This Drug Sentencing Reform Could Save Taxpayers Billions

This Drug Sentencing Reform Could Save Taxpayers Billions

A proposed change to the nation's rigid drug sentencing laws could save taxpayers billions, according to a new report by the United States Sentencing Commission, the agency that guides sentencing policy for the federal courts.

The report, released Tuesday, examines the impact of a reform that would shave an average of two years off the sentences of roughly half the people serving time in the federal prison system for drug crimes. Doing so would save the government 83,525 "bed years," the report concludes. (A "bed year" is the bureaucratic term for the cost of keeping one person behind bars for one year.)

With about 100,000 federal prisoners doing time for drugs, at the cost of nearly $30,000 per prisoner a year, that comes out to more than $2.4 billion in total savings.

Recent remarks by Department of Justice officials suggest that they could use every cent. Prison costs make up a third of the department's budget, and the department's inspector general has warned that prison overcrowding poses an "increasingly critical threat" to the safety and security of prisoners and staff.

Last month, the seven-member Sentencing Commission voted unanimously to adopt a change to the sentencing guidelines that would reduce drug sentences by an average of about 11 months per prisoner. Unless Congress rejects the change, it will go into effect on Nov. 1. Tuesday's report considers what would happen if the reform were applied to prisoners who are already behind bars. The commission says it will decide by July 18 whether to make the change retroactive.

Mary Price, an attorney with Families Against Mandatory Minimums, a group that opposes harsh sentencing laws, supports retroactivity "for so many reasons."

"It would be a cruel irony to fix the problem of over-sentencing only to deny relief to the thousands who have suffered its consequences," she said in a statement. "It will also make a real impact on the federal prison population, which hovers at nearly 40 percent above capacity and which siphons funds needed for crime prevention, detection and prosecution."

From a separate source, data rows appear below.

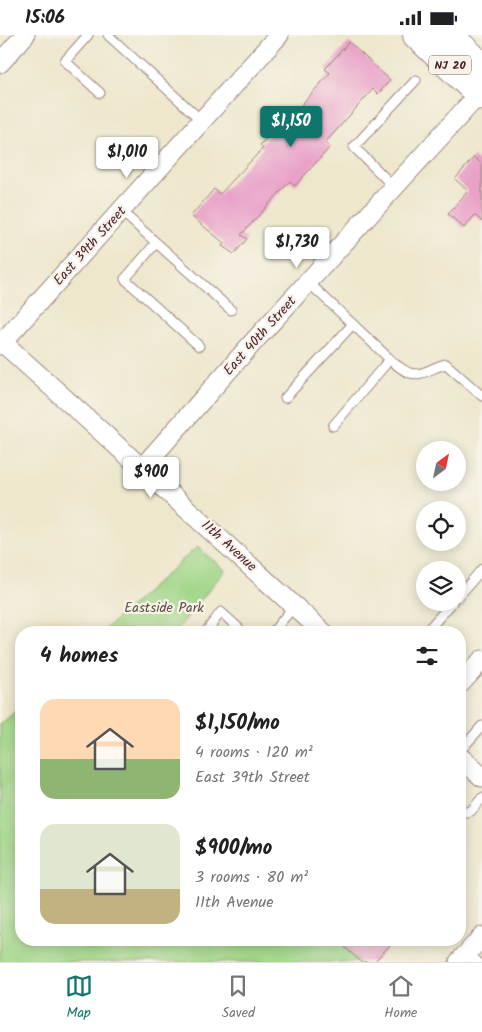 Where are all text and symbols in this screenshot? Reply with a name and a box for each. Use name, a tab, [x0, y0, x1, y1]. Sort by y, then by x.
text: 15:06	[25, 3, 65, 33]
road number: NJ 20	[429, 55, 471, 75]
pin: $1,150	[250, 105, 332, 148]
text: $1,150	[271, 109, 311, 134]
pin: $1,010	[86, 137, 168, 179]
text: $1,010	[107, 140, 147, 165]
street label: East 39th Street	[48, 201, 132, 291]
pin: $1,730	[256, 227, 338, 269]
text: $1,730	[275, 230, 319, 255]
street label: East 40th Street	[218, 291, 302, 381]
north arrow	[416, 441, 466, 491]
map controls	[416, 441, 466, 611]
pin: $900	[121, 457, 181, 499]
text: $900	[134, 460, 168, 485]
button: locate	[416, 501, 466, 551]
street label: 11th Avenue	[196, 515, 262, 578]
button: layers	[416, 561, 466, 611]
park label: Eastside Park	[124, 597, 204, 619]
text: 4 homes	[40, 640, 118, 673]
icon: filters	[413, 642, 441, 670]
text: $1,150/mo	[195, 707, 280, 740]
icon: home	[80, 719, 140, 779]
text: 4 rooms · 120 m²	[195, 740, 313, 765]
text: East 39th Street	[195, 765, 310, 790]
text: $900/mo	[195, 832, 272, 865]
icon: home	[80, 844, 140, 904]
text: 3 rooms · 80 m²	[195, 865, 308, 890]
text: 11th Avenue	[195, 890, 273, 915]
tab: Map	[65, 972, 93, 1024]
tab: Saved	[222, 972, 255, 1024]
tab: Home	[384, 972, 417, 1024] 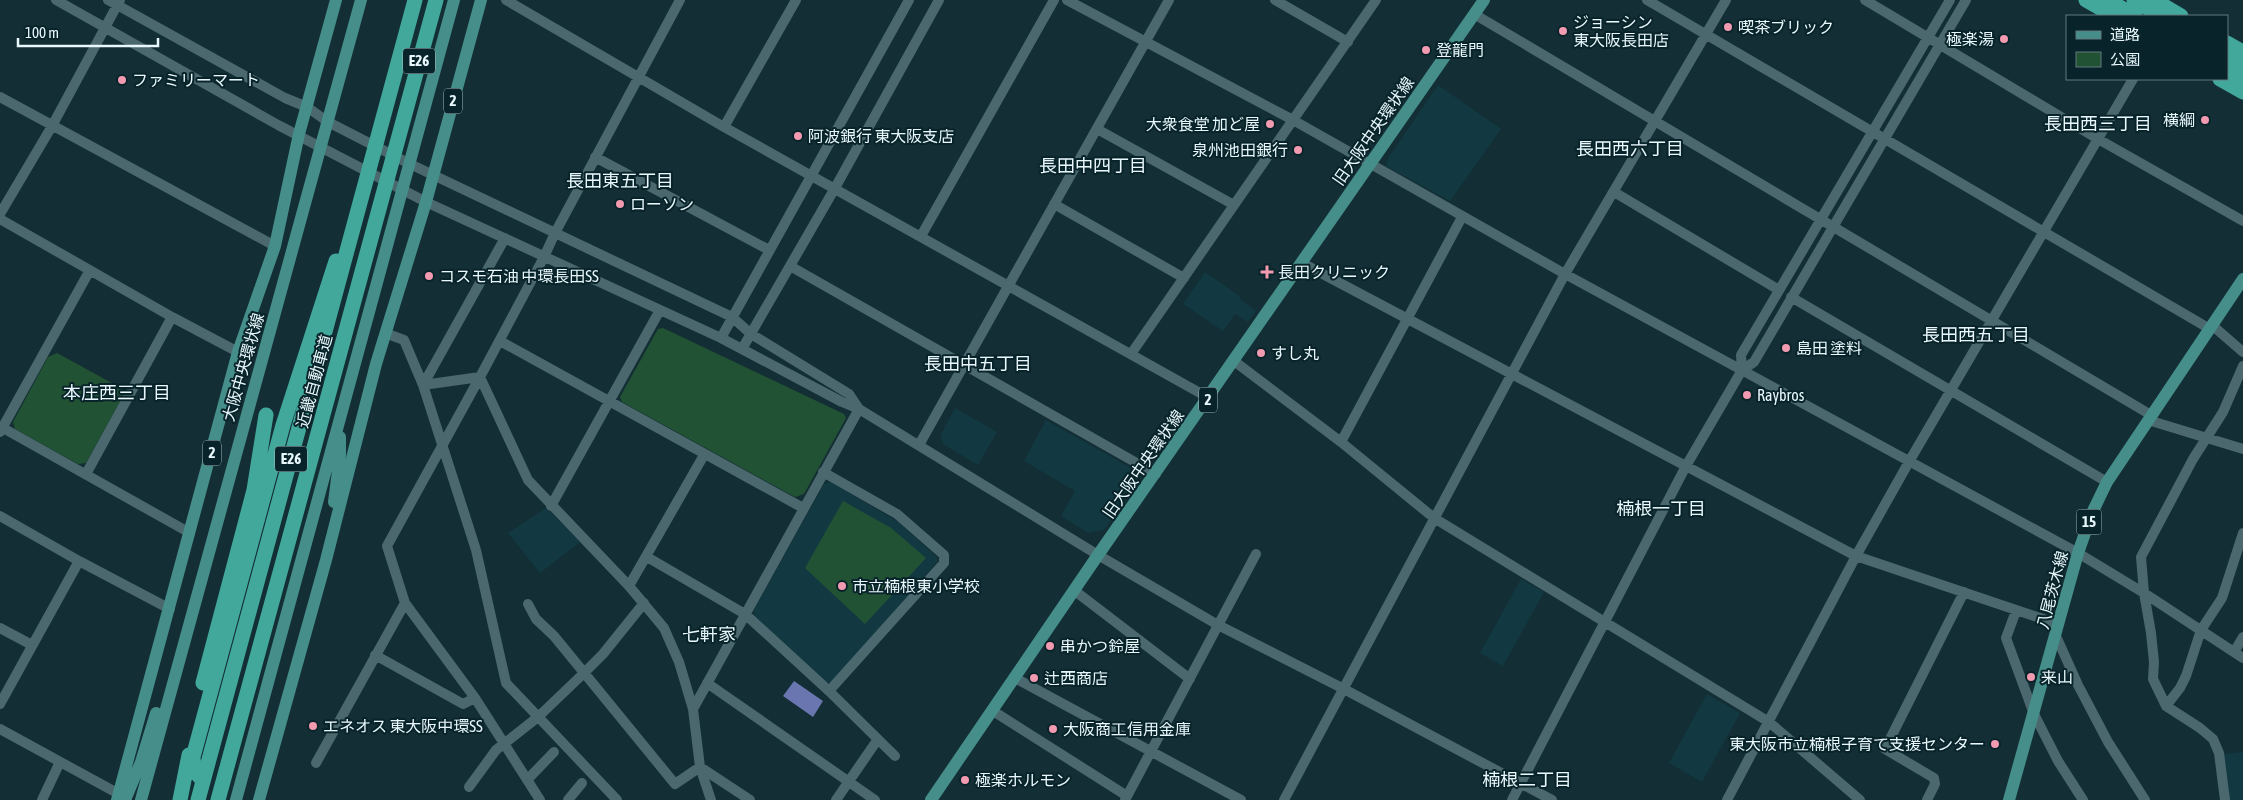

To understand how the proposed reform would work, one needs to understand something of the history of America's byzantine sentencing system. In 1986, at the crest of a national wave of concern about crack cocaine, the U.S. adopted a law that assigned specific sentencing levels and penalty ranges to a variety of drug crimes. For example, if someone is convicted of selling 15 grams of meth, that person is considered a "level 18" offender under the Anti-Drug Abuse Act of 1986, which imposes a recommended sentence for the crime, generally between 27 and 33 months in prison.

The new guidelines adopted by the Sentencing Commission would lower the standard sentencing levels by two points across the board. In this example, a person convicted of selling 15 grams of meth would then be rated a "level 16" offender, resulting in between 21 and 27 months behind bars.

Of the 100,888 people currently in federal prison for drug convictions, only about half would be eligible for a sentence reduction under the reform, should it be applied retroactively. Many of the ineligible prisoners were sentenced under separate mandatory minimum statutes that require they spend a fixed amount of time in prison.

The reform is just one measure that could allow the Department of Justice to trim its bloated prison budget. Congress is considering a bipartisan bill that would reduce mandatory minimum sentences for those convicted of nonviolent drug crimes, and the Justice Department recently announced a huge expansion of its clemency process, which could lead to hundreds of drug prisoners going free before their sentences are up.